In an earlier post, I talked about bid challenges and rejections being one of the “hidden dangers” of failing to understand and follow DBE regulations.  I explained how strict minority set asides or quotas are almost always unconstitutional.  In fact, the DOT DBE regulations explicitly state that the DBE goals are not quotas. Rather, they are goals that contractors must use “good-faith efforts” to achieve. A State Transportation agency cannot reject a bid because it fails to include a commitment to subcontract work that meets or exceeds the stated DBE goal. However, for its bid to be accepted, the contractor must be able to demonstrate “good faith efforts” in attempting to meet the stated DBE contracting goal.

A Maryland case shows how one contractors lack of understanding of DBE regulations likely resulted in it losing an airport contract.  (For a detailed explanation of the case visit  In that case, the Maryland Aviation Administration issued an Invitation for Bids for fence installation and repair at two airports.
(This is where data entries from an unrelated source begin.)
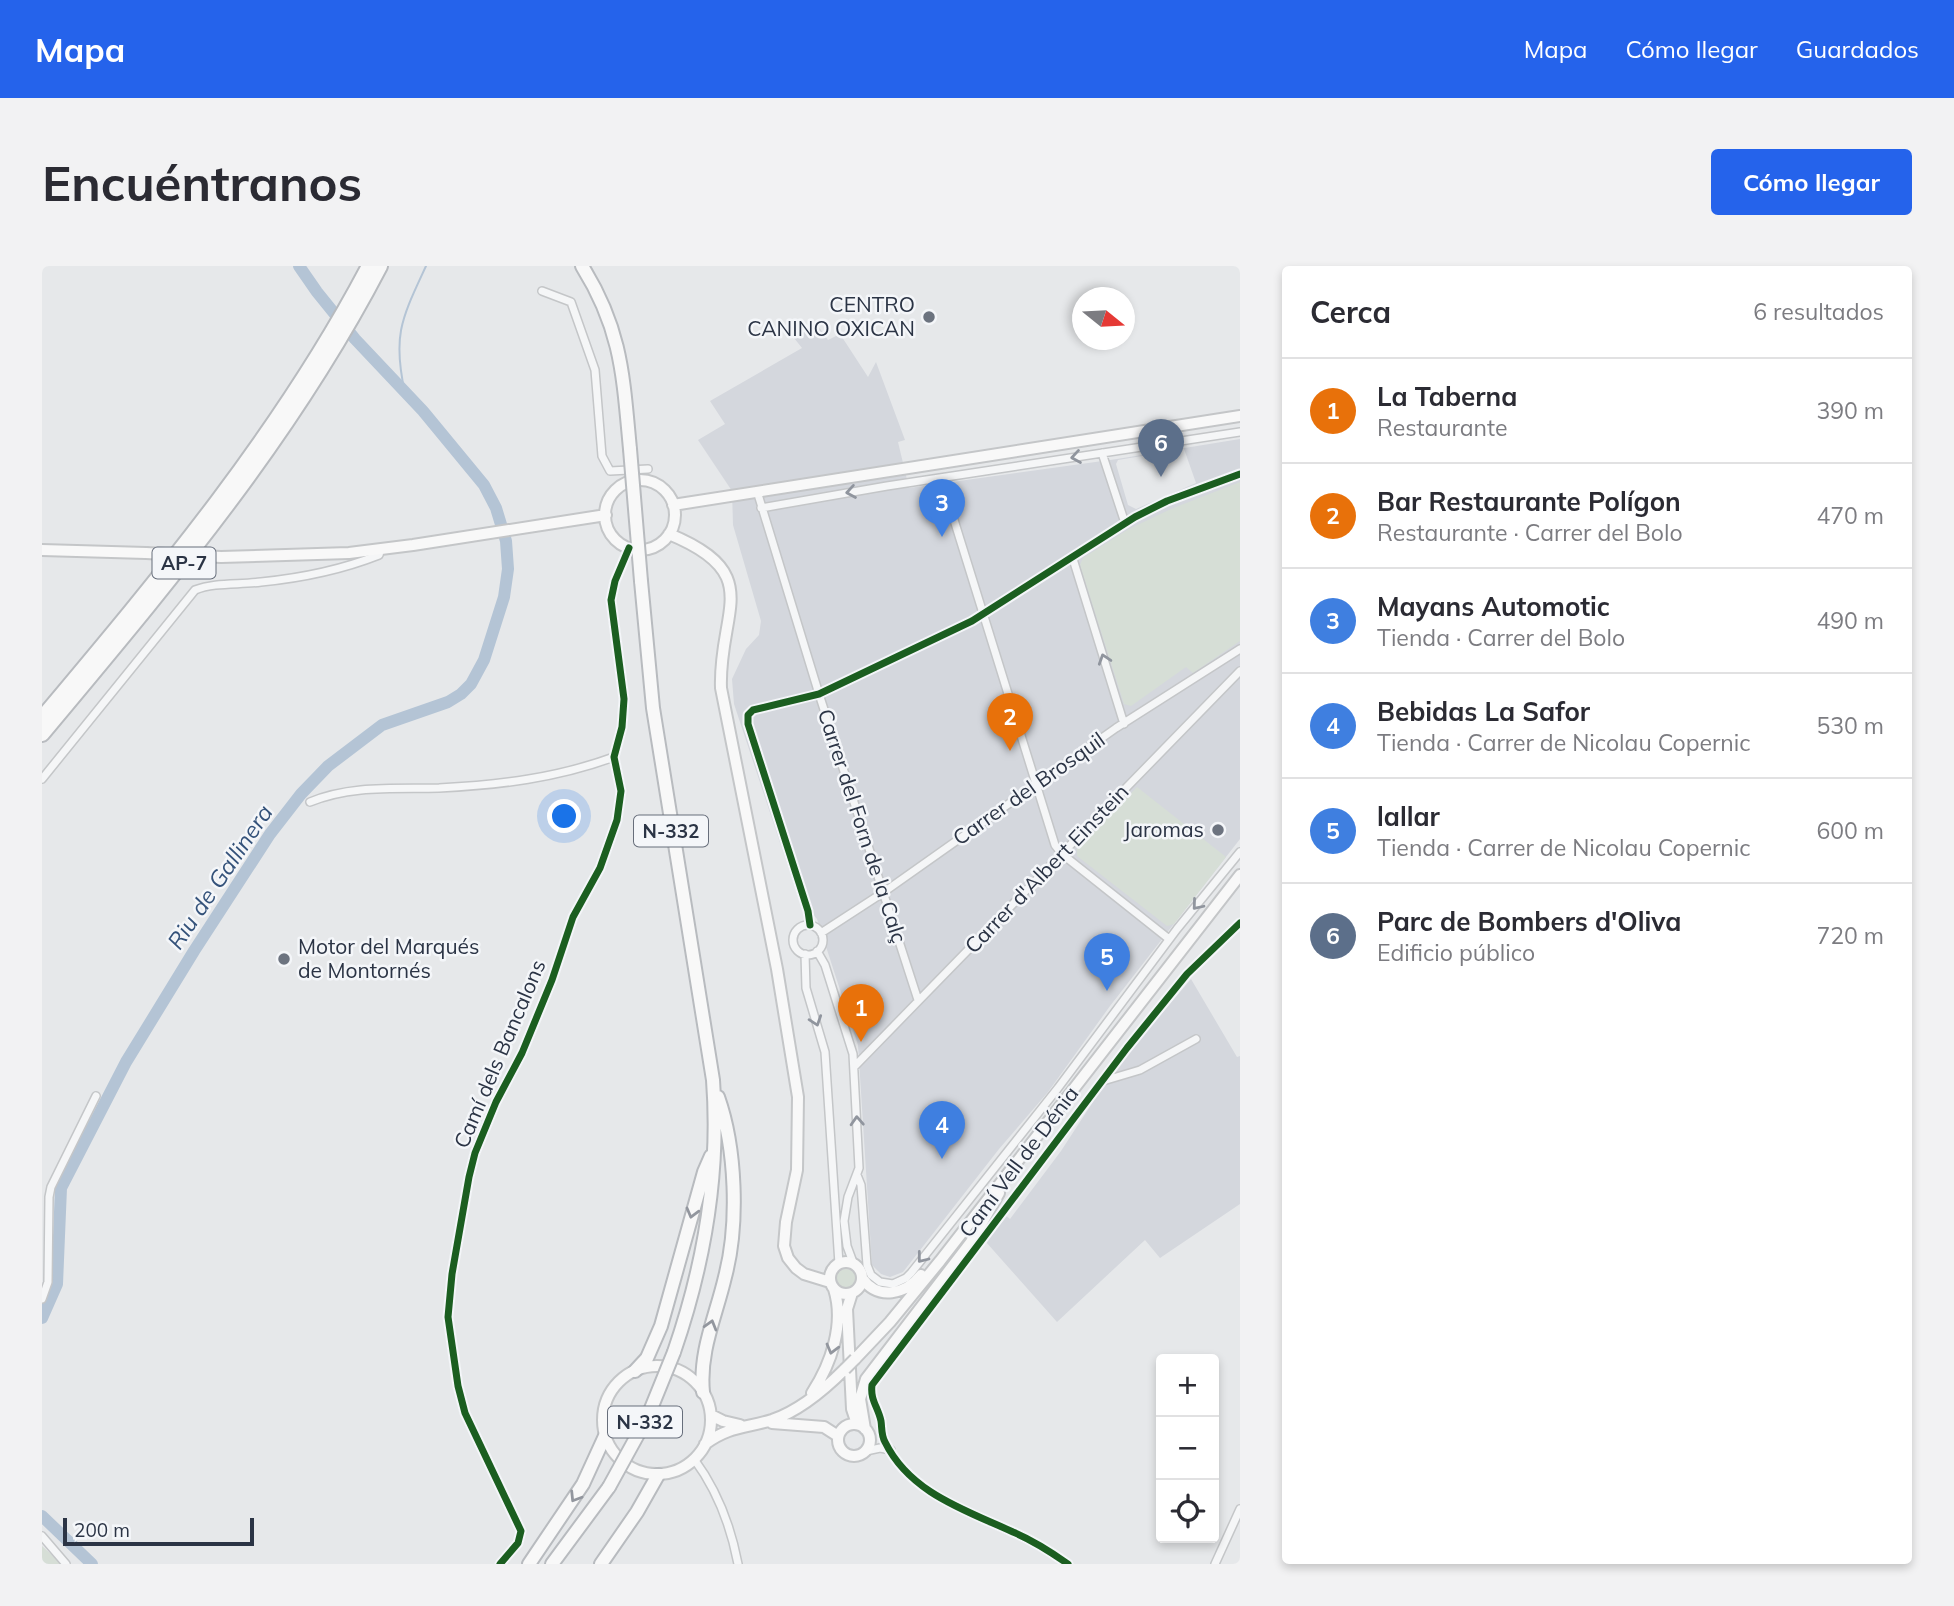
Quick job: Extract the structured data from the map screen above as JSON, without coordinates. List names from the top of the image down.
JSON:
{
  "streets": {
    "highway": ["AP-7", "N-332"],
    "street": [
      "Carrer del Brosquil",
      "Carrer del Forn de la Calç",
      "Carrer d'Albert Einstein",
      "Camí dels Bancalons",
      "Camí Vell de Dénia"
    ]
  },
  "crossings": [
    ["Carrer del Brosquil", "Carrer del Forn de la Calç"],
    ["Carrer del Forn de la Calç", "Carrer d'Albert Einstein"]
  ],
  "water": ["Riu de Gallinera"],
  "places": ["CENTRO CANINO OXICAN", "Jaromas", "Motor del Marqués de Montornés"],
  "scale_bar": "200 m",
  "north": "right",
  "page": {
    "header": "Mapa",
    "nav": ["Mapa", "Cómo llegar", "Guardados"],
    "buttons": "Cómo llegar",
    "title": "Encuéntranos",
    "heading": ["Cerca", "6 resultados"],
    "list": [
      {
        "mark": "1",
        "name": "La Taberna",
        "note": "Restaurante",
        "value": "390 m"
      },
      {
        "mark": "2",
        "name": "Bar Restaurante Polígon",
        "note": "Restaurante · Carrer del Bolo",
        "value": "470 m"
      },
      {
        "mark": "3",
        "name": "Mayans Automotic",
        "note": "Tienda · Carrer del Bolo",
        "value": "490 m"
      },
      {
        "mark": "4",
        "name": "Bebidas La Safor",
        "note": "Tienda · Carrer de Nicolau Copernic",
        "value": "530 m"
      },
      {
        "mark": "5",
        "name": "lallar",
        "note": "Tienda · Carrer de Nicolau Copernic",
        "value": "600 m"
      },
      {
        "mark": "6",
        "name": "Parc de Bombers d'Oliva",
        "note": "Edificio público",
        "value": "720 m"
      }
    ],
    "pins": [
      "6",
      "3",
      "2",
      "5",
      "1",
      "4"
    ],
    "map_buttons": ["+", "−"],
    "scale": "200 m"
  }
}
The Invitation for Bids stated a DBE participation goal of 15%.

Fence Connection, Inc. was the apparent low-bidder and stated that 25% of its subcontracted work would be performed by a single DBE subcontractor.  However, the because the DBE was a supplier only 60% of the value of the work subcontracted to the DBE could be counted towards Fence Connection, Inc.’s DBE goal.  MAA rejected the bid believing that it was not possible for Fence Connection to meet the stated DBE goal using the fuel supplier because Fence Connection could not accurately state the amount of fuel it would purchase from the DBE supplier.
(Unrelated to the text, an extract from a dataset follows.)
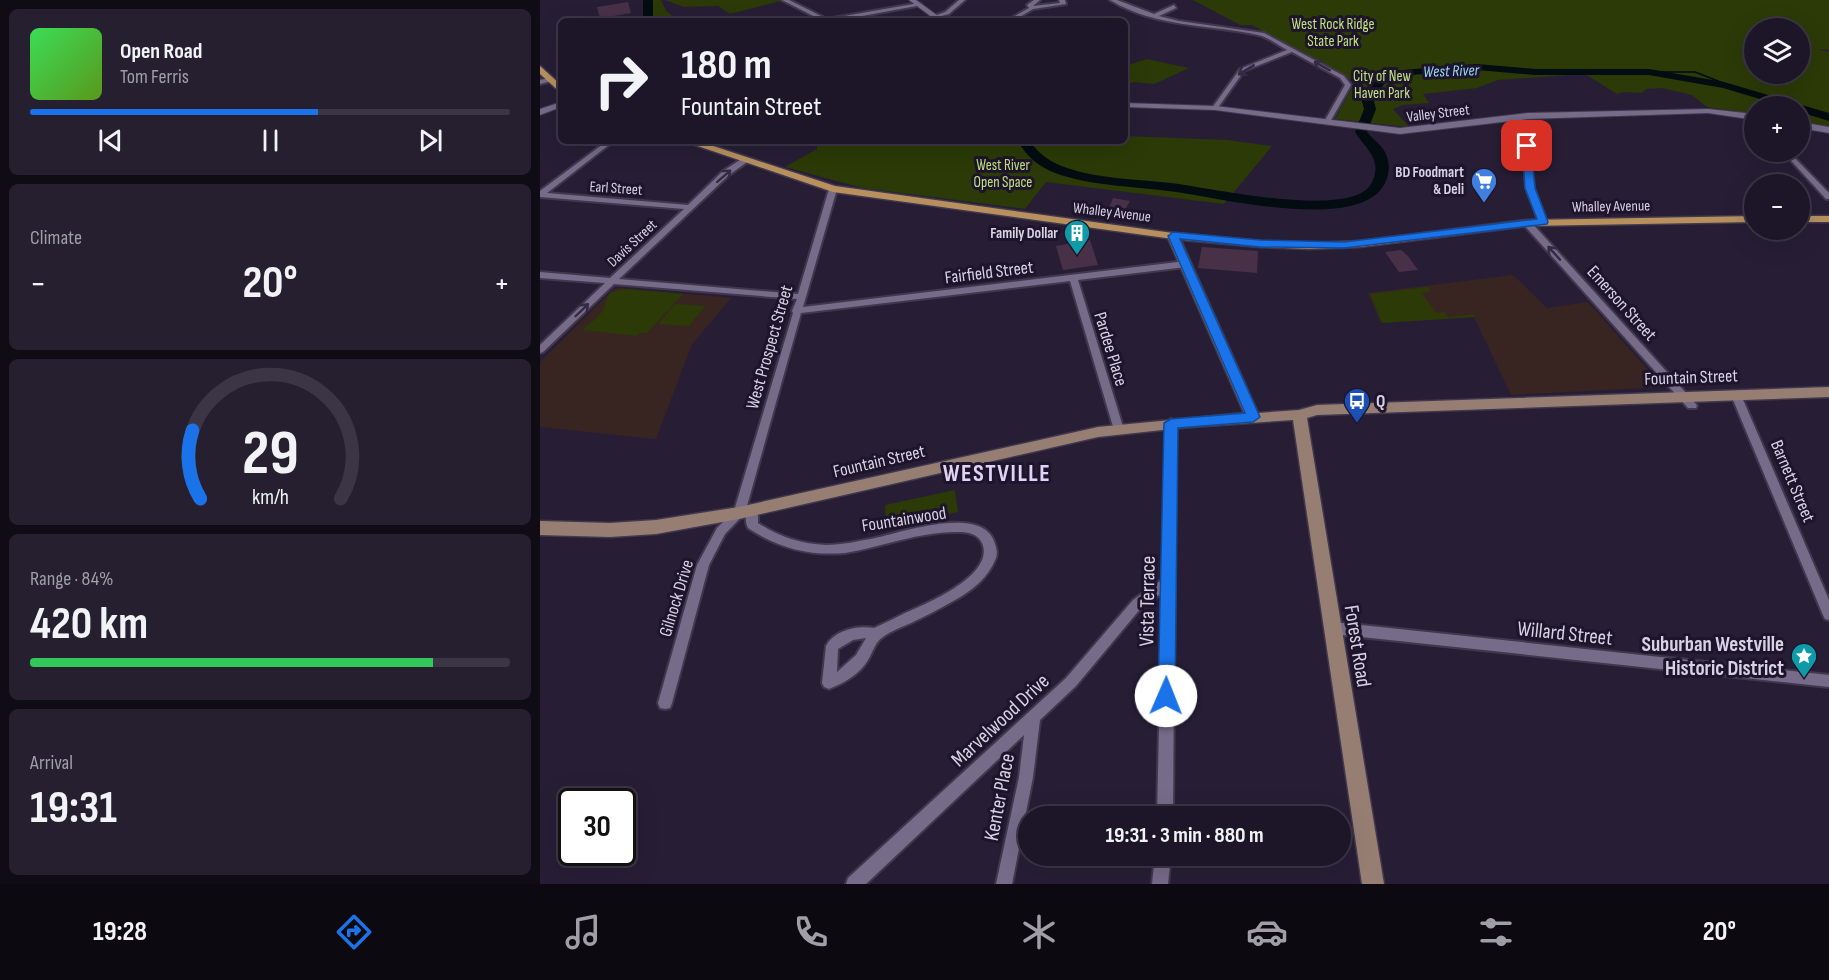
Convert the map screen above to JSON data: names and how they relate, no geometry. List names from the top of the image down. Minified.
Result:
{"streets":{"main road":["Whalley Avenue","Fountain Street","Forest Road"],"street":["Valley Street","Earl Street","Davis Street","Fairfield Street","Emerson Street","West Prospect Street","Pardee Place","Barnett Street","Fountainwood","Gilnock Drive","Vista Terrace","Willard Street","Marvelwood Drive","Kenter Place"]},"crossings":[["Earl Street","Davis Street"],["Whalley Avenue","Davis Street"],["Whalley Avenue","Emerson Street"],["Whalley Avenue","West Prospect Street"],["Fairfield Street","West Prospect Street"],["Fairfield Street","Pardee Place"],["Emerson Street","Fountain Street"],["West Prospect Street","Fountain Street"],["West Prospect Street","Fountainwood"],["West Prospect Street","Gilnock Drive"],["Pardee Place","Fountain Street"],["Fountain Street","Barnett Street"],["Fountain Street","Fountainwood"],["Fountain Street","Gilnock Drive"],["Fountain Street","Vista Terrace"],["Fountain Street","Forest Road"],["Fountainwood","Gilnock Drive"],["Vista Terrace","Marvelwood Drive"],["Willard Street","Forest Road"],["Marvelwood Drive","Kenter Place"]],"one_way":["Davis Street","Emerson Street"],"districts":["WESTVILLE"],"water":["West River"],"parks":["West Rock Ridge State Park","City of New Haven Park","West River Open Space"],"places":{"supermarket":["BD Foodmart & Deli"],"building":["Family Dollar"],"bus stop":["Q"],"place":["Suburban Westville Historic District"]},"page":{"map_buttons":["+","−"],"turn":["180 m","Fountain Street"],"song":["Open Road","Tom Ferris"],"tile":["Climate",["Range · 84%","420 km"],["Arrival","19:31"]],"heat":["−","20°","+"],"limit":"30","trip":"19:31 · 3 min · 880 m","tabs":["19:28","20°"],"gauge":["29","km/h"]}}
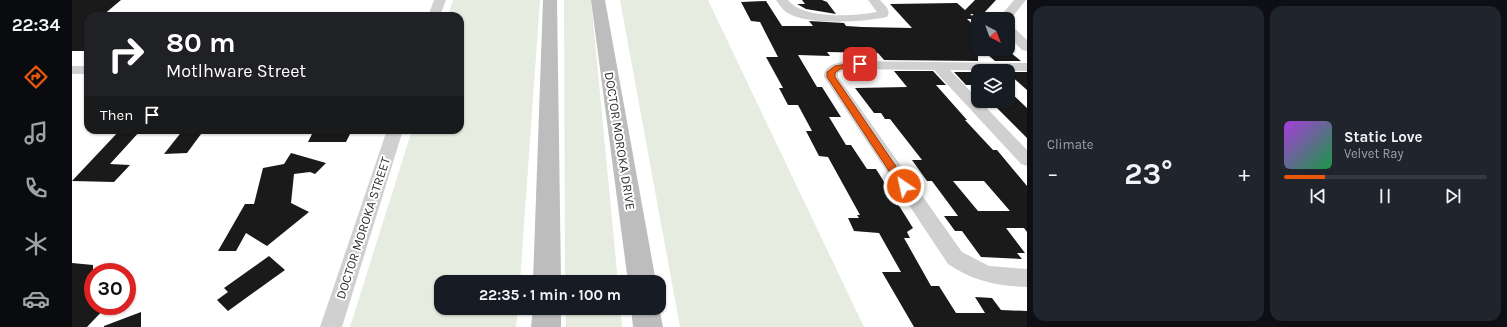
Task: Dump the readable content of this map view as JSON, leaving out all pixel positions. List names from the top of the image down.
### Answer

Fence Connection appealed to the Maryland Board of Contract Appeals.  The Board of Appeals affirmed the MAA’s rejection of the bid Fence Connection “could not accurate calculate how much fuel it was use on the contract.”
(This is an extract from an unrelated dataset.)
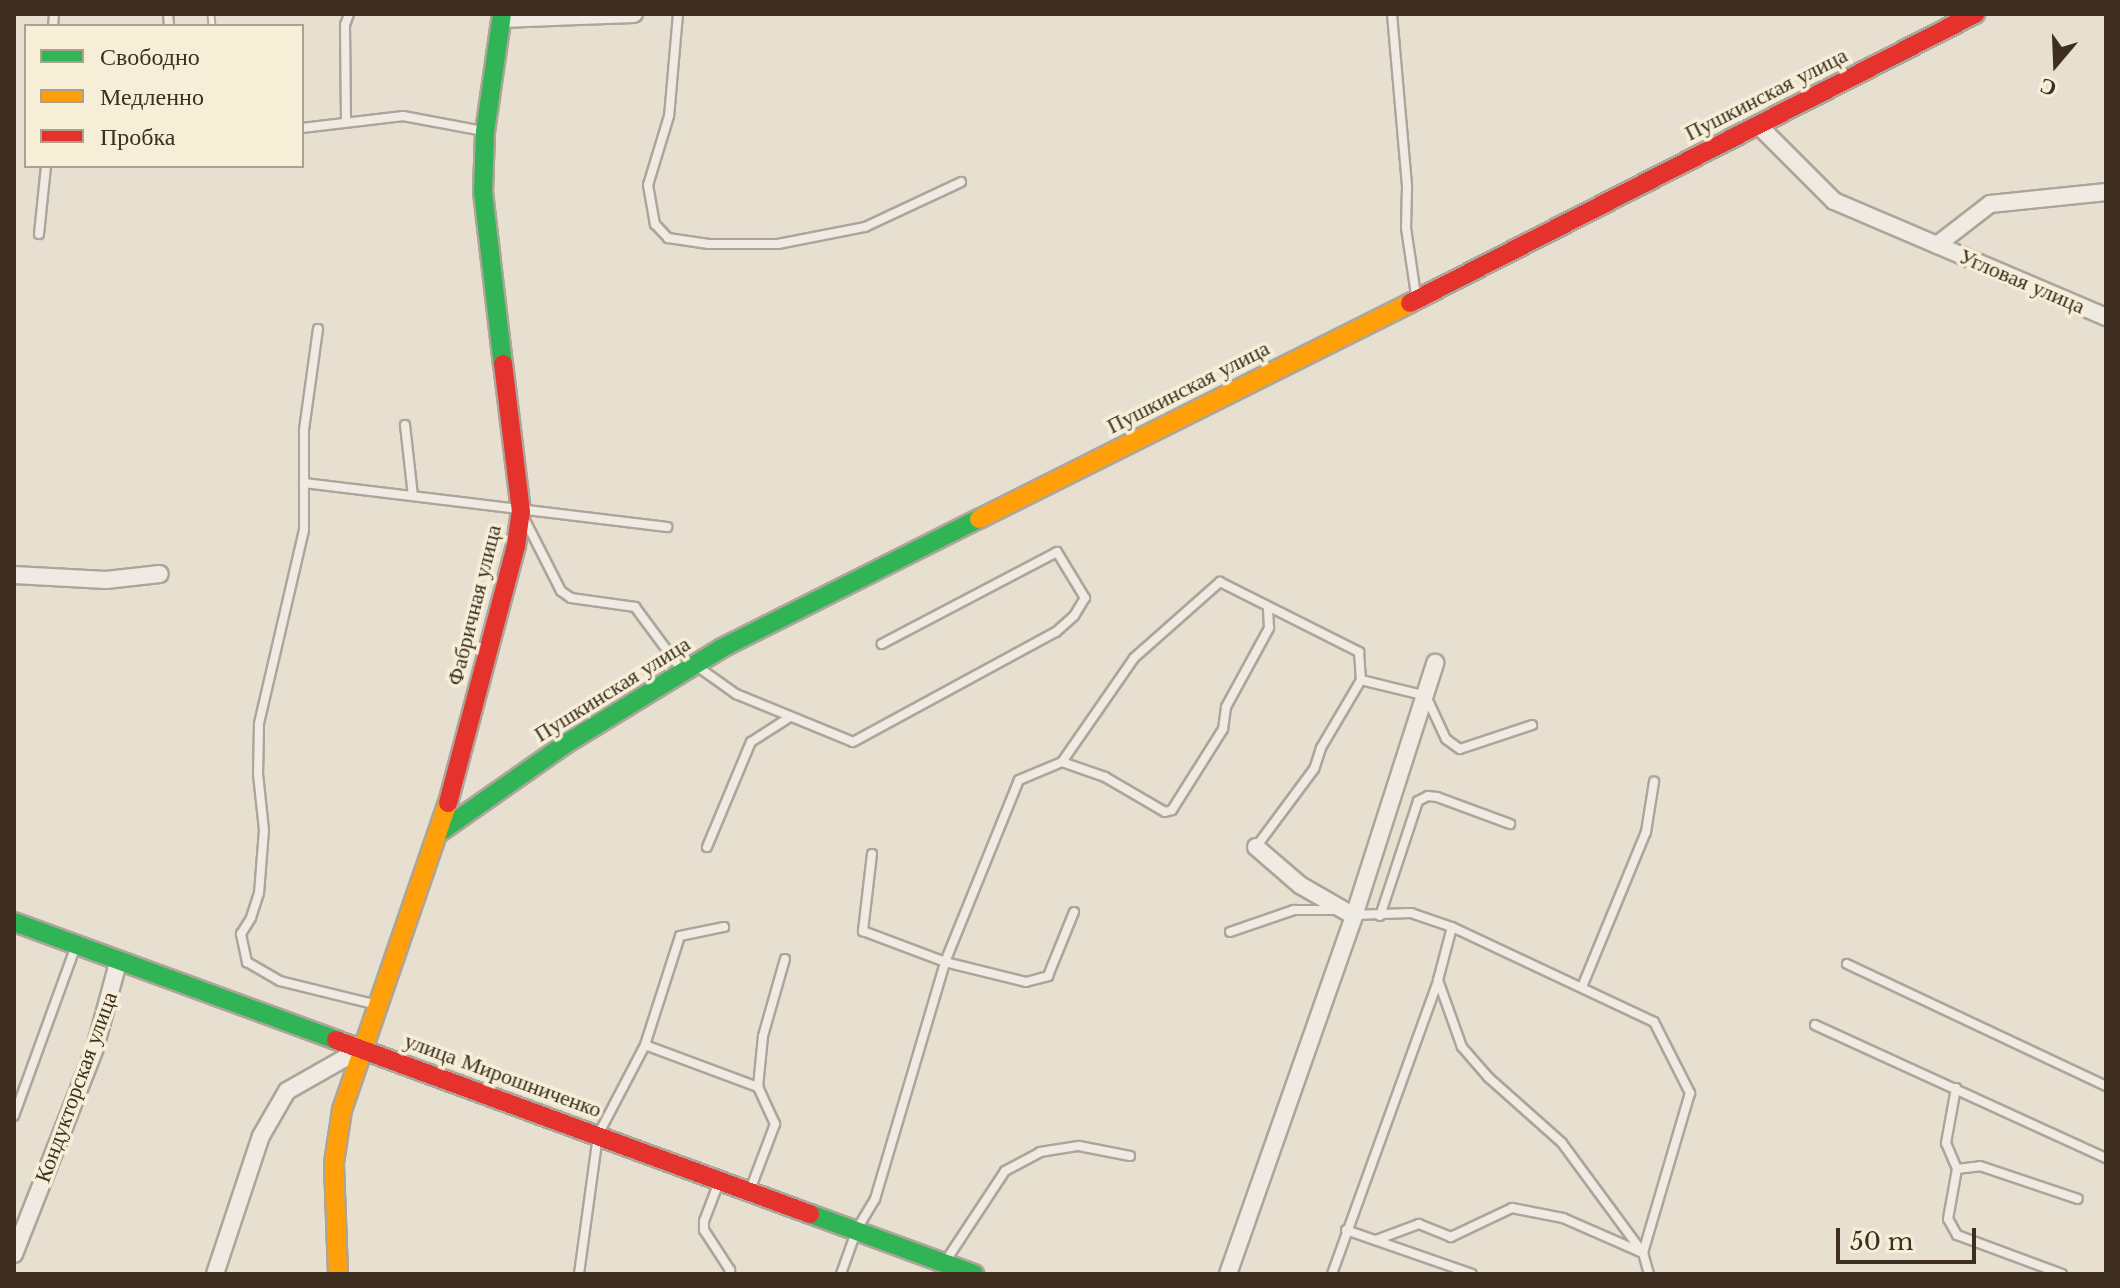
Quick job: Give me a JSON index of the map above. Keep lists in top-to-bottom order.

Unfortunately for Fence Connection, its apparent lack of understanding of DBE regulations caused it to lose the bid.  How could Fence Connection saved its bid?  First, even if it could not exactly calculate the amount of fuel it intended to purchased it could have come close based upon past fuel usage and perhaps expert testimony.

Second, outside of that calculation Fence Connection could still have come away with the contract if it demonstrated it used “good-faith efforts” to meet the stated DBE 15% goal and the DBE fuel supplier was all was the only reasonable candidate for subcontracting.  In order to do that, Fence Connection would need to have documented aggressive efforts to find DBE subcontractors to perform 15% of the work.  If it did so, Fence Connection should have been awarded the contract even if its DBE goal came in below 15%.  In other words, it could have argued that because it demonstrated good-faith efforts it is irrelevant if it met the 15% goal because under DBE regulations its bid cannot be rejected solely for failing to meet the goal.